• [Required action] Scan the data below for the string "grid". Copy every line where it appears.
- - - -
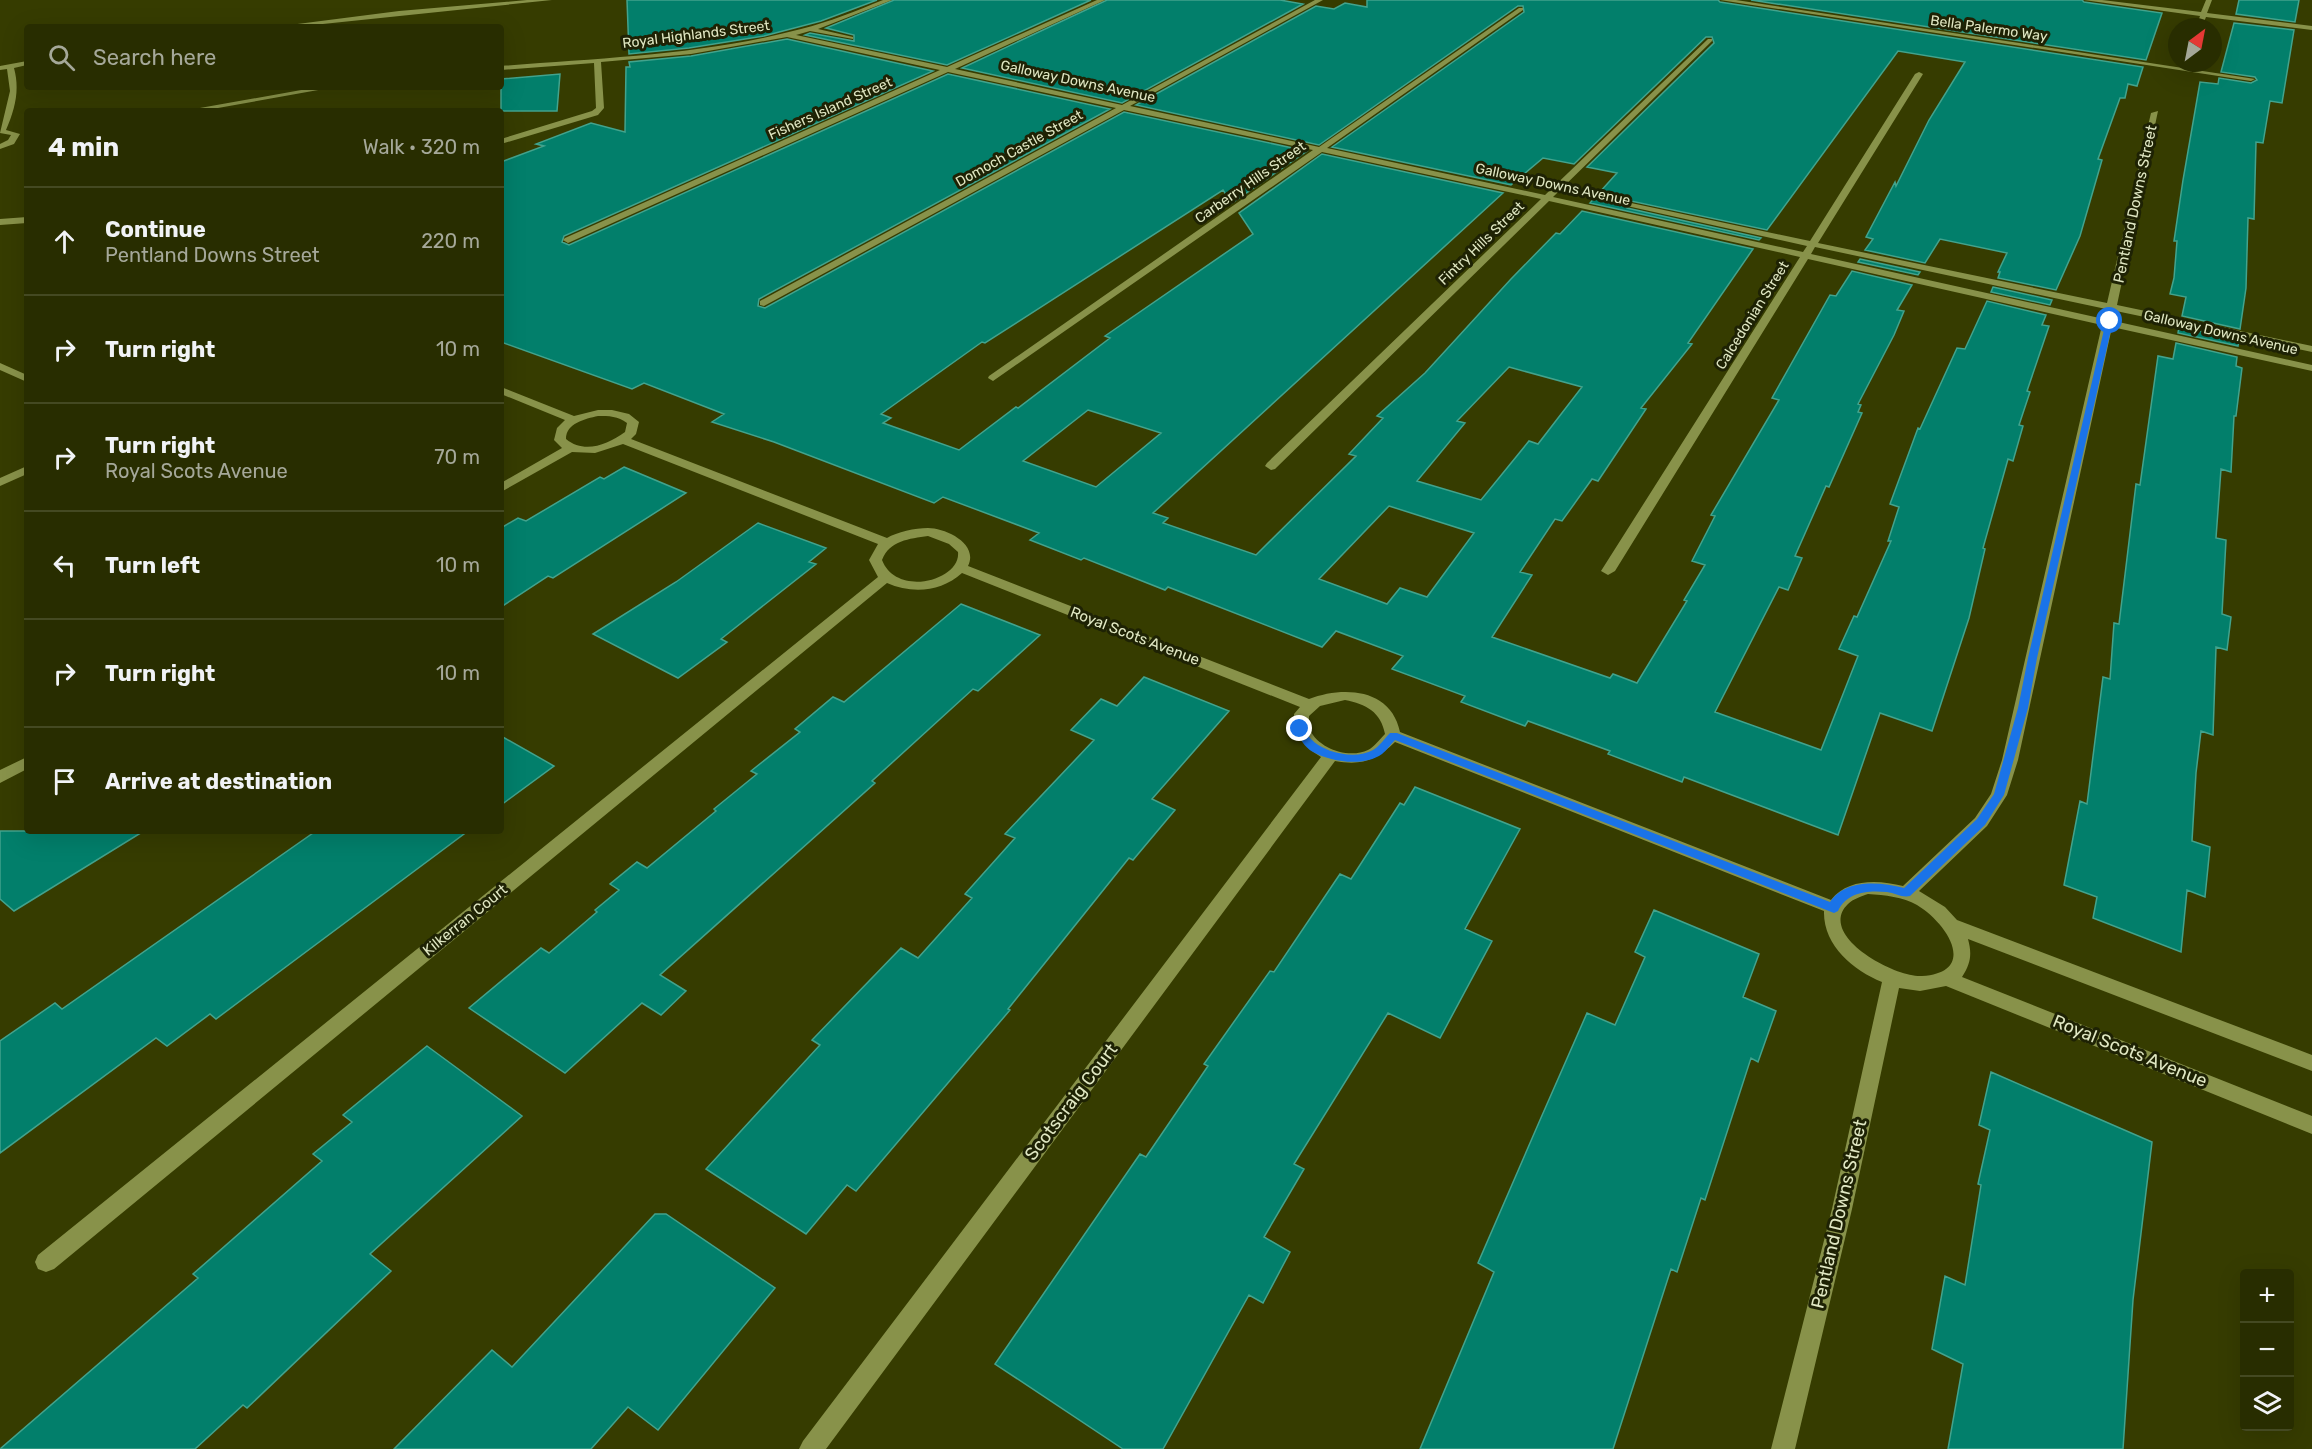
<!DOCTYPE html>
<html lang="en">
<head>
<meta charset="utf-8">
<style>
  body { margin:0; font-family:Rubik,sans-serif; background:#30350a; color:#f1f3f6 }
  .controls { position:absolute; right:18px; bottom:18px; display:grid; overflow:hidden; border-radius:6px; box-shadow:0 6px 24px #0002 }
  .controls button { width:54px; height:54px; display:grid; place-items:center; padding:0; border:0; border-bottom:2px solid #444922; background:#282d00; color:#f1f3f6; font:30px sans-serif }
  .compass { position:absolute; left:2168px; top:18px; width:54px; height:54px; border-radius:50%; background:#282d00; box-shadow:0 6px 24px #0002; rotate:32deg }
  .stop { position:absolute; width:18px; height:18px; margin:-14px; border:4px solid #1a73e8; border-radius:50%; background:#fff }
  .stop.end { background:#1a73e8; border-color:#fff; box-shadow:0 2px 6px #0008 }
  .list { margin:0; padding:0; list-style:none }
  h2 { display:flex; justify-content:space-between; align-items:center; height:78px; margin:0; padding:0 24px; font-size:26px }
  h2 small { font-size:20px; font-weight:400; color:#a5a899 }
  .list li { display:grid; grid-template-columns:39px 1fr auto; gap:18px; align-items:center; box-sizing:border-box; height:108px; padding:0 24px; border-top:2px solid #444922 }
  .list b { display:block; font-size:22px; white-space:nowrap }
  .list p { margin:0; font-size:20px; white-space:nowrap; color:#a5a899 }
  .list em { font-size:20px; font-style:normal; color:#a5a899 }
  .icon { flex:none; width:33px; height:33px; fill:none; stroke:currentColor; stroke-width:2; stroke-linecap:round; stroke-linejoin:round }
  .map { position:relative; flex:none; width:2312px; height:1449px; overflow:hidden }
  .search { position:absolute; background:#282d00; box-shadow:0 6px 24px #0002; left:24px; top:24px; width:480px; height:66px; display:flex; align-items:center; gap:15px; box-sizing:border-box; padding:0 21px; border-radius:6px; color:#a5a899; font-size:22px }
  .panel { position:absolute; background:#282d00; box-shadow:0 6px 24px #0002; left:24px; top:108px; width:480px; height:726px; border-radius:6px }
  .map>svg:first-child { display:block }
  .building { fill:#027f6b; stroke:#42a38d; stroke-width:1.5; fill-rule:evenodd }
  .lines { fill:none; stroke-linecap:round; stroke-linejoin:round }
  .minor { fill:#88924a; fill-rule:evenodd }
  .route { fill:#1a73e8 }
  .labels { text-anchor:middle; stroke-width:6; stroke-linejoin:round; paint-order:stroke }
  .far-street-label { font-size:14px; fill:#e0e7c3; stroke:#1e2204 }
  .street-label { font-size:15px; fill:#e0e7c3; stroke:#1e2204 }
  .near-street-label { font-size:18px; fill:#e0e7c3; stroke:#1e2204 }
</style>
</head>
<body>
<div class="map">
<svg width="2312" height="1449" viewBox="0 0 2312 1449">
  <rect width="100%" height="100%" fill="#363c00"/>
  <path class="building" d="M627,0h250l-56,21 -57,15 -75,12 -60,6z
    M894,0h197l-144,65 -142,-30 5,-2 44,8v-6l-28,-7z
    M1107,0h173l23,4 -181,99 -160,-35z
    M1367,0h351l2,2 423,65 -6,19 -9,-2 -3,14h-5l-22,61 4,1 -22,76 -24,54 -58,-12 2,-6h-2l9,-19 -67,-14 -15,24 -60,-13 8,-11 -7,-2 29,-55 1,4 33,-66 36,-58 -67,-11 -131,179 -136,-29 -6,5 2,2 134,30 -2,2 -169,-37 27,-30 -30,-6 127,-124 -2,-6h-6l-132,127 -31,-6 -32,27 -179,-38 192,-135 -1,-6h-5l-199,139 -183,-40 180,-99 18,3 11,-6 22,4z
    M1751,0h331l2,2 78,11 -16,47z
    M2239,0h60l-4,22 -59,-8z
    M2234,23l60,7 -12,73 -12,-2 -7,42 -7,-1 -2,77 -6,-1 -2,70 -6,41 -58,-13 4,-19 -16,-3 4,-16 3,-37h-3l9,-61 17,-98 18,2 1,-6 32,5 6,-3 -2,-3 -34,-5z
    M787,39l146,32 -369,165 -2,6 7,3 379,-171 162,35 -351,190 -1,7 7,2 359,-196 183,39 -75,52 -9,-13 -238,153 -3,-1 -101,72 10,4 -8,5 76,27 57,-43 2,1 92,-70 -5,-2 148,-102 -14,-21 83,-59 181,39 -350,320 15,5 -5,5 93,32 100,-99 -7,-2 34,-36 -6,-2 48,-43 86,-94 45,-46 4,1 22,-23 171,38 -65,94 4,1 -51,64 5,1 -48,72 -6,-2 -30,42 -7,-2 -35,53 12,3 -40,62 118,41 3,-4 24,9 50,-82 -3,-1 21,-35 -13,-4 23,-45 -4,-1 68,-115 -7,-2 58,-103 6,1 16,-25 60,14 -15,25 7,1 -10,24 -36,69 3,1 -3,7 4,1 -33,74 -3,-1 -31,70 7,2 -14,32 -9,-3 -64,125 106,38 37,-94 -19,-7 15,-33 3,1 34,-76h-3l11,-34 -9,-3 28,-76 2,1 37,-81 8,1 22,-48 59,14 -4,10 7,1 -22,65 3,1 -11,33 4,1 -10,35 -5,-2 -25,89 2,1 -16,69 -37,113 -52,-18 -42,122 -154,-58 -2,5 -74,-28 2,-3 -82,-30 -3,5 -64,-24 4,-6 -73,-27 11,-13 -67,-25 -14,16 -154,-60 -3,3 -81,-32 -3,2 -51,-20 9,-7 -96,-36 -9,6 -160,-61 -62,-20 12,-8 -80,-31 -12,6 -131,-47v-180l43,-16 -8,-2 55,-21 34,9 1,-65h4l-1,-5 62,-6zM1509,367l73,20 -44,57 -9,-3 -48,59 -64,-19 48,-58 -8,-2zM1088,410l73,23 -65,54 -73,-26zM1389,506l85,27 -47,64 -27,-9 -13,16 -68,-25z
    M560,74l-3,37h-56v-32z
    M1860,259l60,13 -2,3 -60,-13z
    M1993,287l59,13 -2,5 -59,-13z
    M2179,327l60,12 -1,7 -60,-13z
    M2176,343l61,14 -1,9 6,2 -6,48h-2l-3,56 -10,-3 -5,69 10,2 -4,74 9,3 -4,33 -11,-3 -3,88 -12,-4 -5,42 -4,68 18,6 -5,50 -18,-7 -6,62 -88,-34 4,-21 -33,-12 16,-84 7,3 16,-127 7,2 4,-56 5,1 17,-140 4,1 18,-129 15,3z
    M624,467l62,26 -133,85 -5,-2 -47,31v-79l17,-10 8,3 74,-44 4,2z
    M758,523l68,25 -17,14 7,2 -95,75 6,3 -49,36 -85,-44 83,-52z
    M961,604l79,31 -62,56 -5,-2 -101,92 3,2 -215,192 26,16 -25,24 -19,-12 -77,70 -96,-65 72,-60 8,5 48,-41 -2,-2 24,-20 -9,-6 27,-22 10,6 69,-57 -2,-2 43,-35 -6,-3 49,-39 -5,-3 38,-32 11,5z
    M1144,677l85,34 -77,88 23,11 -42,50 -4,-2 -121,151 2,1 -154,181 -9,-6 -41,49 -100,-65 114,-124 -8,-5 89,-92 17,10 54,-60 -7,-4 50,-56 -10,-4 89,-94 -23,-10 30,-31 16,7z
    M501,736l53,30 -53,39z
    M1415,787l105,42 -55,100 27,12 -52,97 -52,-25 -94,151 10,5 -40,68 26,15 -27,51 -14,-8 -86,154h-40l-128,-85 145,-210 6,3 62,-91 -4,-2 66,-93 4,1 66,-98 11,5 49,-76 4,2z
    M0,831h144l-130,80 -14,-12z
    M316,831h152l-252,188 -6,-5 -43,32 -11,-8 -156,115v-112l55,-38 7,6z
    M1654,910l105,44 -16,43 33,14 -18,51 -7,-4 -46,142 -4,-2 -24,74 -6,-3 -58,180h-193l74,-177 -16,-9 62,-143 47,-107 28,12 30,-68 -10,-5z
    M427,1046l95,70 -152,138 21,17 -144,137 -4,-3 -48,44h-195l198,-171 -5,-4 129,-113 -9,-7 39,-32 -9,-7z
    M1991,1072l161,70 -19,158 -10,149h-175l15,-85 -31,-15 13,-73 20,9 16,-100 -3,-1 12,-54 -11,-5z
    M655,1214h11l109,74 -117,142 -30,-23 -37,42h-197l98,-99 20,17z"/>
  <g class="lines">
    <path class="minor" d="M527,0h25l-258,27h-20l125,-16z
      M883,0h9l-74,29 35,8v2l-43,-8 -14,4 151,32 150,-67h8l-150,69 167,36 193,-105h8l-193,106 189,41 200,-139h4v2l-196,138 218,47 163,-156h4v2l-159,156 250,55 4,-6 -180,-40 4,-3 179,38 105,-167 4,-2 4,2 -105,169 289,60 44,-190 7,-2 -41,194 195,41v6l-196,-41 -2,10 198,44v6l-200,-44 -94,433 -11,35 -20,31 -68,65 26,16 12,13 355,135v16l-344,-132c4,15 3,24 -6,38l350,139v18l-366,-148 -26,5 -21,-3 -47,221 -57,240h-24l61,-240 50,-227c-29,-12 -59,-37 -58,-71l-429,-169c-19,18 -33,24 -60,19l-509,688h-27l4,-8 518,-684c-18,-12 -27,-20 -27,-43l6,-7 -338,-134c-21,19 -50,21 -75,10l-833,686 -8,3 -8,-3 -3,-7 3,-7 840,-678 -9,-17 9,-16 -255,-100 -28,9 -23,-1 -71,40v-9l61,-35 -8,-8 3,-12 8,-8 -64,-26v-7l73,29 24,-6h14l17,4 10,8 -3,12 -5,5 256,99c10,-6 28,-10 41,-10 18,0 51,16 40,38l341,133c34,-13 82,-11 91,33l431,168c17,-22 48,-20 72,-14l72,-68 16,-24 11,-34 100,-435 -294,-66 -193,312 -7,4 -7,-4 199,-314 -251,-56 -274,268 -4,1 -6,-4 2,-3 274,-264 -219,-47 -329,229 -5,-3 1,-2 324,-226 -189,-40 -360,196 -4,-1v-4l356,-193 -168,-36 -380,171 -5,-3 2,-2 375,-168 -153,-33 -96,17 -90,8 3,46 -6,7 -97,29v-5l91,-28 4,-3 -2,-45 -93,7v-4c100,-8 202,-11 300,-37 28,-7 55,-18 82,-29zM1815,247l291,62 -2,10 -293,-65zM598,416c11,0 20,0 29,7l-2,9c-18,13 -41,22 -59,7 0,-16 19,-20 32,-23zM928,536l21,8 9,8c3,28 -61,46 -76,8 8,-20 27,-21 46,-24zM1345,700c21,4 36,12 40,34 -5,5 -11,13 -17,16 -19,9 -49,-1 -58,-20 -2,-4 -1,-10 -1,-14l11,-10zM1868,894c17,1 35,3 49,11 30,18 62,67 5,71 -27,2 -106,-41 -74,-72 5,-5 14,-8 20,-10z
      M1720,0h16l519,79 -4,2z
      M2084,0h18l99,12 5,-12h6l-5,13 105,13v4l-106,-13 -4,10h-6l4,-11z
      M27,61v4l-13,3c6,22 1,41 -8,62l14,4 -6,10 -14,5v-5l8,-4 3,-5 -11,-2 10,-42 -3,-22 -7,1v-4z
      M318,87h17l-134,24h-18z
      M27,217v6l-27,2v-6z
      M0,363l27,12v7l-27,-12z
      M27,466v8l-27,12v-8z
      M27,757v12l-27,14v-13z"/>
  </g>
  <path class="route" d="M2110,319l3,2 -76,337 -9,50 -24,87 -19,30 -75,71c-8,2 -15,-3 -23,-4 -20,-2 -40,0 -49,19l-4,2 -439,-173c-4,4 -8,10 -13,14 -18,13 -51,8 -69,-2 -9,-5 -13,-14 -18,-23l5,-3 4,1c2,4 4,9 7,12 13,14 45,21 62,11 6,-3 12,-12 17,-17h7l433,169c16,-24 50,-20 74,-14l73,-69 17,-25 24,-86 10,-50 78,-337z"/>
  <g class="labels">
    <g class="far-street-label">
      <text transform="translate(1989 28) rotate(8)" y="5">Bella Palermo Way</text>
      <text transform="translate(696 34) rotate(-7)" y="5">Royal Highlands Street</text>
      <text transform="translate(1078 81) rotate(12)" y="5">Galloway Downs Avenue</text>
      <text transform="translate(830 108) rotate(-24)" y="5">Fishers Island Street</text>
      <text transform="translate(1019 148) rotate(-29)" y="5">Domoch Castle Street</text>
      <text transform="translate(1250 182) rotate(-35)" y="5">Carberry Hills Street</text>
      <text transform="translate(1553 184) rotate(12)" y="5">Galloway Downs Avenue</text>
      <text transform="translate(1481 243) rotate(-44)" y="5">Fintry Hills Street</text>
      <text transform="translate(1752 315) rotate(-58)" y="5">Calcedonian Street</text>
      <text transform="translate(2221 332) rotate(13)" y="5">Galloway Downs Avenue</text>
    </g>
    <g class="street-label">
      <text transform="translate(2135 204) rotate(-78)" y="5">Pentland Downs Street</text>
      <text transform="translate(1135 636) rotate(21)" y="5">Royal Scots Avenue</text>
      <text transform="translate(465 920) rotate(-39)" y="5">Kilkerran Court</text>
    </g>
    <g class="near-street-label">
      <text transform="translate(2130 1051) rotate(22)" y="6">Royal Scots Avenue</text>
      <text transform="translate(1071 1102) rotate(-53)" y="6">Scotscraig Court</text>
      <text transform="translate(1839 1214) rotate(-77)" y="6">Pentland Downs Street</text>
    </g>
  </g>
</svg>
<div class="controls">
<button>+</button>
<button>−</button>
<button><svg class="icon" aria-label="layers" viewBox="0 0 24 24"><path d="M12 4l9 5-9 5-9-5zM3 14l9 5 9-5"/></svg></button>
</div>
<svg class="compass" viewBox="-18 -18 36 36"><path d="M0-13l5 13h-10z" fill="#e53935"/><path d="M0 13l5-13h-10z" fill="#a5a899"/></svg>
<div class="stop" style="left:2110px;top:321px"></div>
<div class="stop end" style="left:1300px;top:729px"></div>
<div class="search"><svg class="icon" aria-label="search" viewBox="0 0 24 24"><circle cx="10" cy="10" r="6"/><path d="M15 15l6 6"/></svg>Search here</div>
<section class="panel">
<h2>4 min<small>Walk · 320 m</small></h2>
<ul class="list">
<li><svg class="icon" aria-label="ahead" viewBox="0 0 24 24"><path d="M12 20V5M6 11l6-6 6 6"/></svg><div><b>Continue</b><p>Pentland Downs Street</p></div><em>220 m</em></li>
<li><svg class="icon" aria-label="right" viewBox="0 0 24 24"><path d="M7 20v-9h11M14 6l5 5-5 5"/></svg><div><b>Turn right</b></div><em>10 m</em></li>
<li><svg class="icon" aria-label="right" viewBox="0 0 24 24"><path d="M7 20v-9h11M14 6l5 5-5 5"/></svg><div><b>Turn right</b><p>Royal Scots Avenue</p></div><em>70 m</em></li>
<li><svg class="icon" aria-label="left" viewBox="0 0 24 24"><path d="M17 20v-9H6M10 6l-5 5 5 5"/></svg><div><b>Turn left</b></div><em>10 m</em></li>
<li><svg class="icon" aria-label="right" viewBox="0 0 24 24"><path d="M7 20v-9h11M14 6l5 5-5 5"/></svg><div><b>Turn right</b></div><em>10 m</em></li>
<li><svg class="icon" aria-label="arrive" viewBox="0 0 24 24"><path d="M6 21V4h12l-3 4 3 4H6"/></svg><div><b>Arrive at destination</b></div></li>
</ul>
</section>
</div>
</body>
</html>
- - - -
• [Output]
  .controls { position:absolute; right:18px; bottom:18px; display:grid; overflow:hidden; border-radius:6px; box-shadow:0 6px 24px #0002 }
  .controls button { width:54px; height:54px; display:grid; place-items:center; padding:0; border:0; border-bottom:2px solid #444922; background:#282d00; color:#f1f3f6; font:30px sans-serif }
  .list li { display:grid; grid-template-columns:39px 1fr auto; gap:18px; align-items:center; box-sizing:border-box; height:108px; padding:0 24px; border-top:2px solid #444922 }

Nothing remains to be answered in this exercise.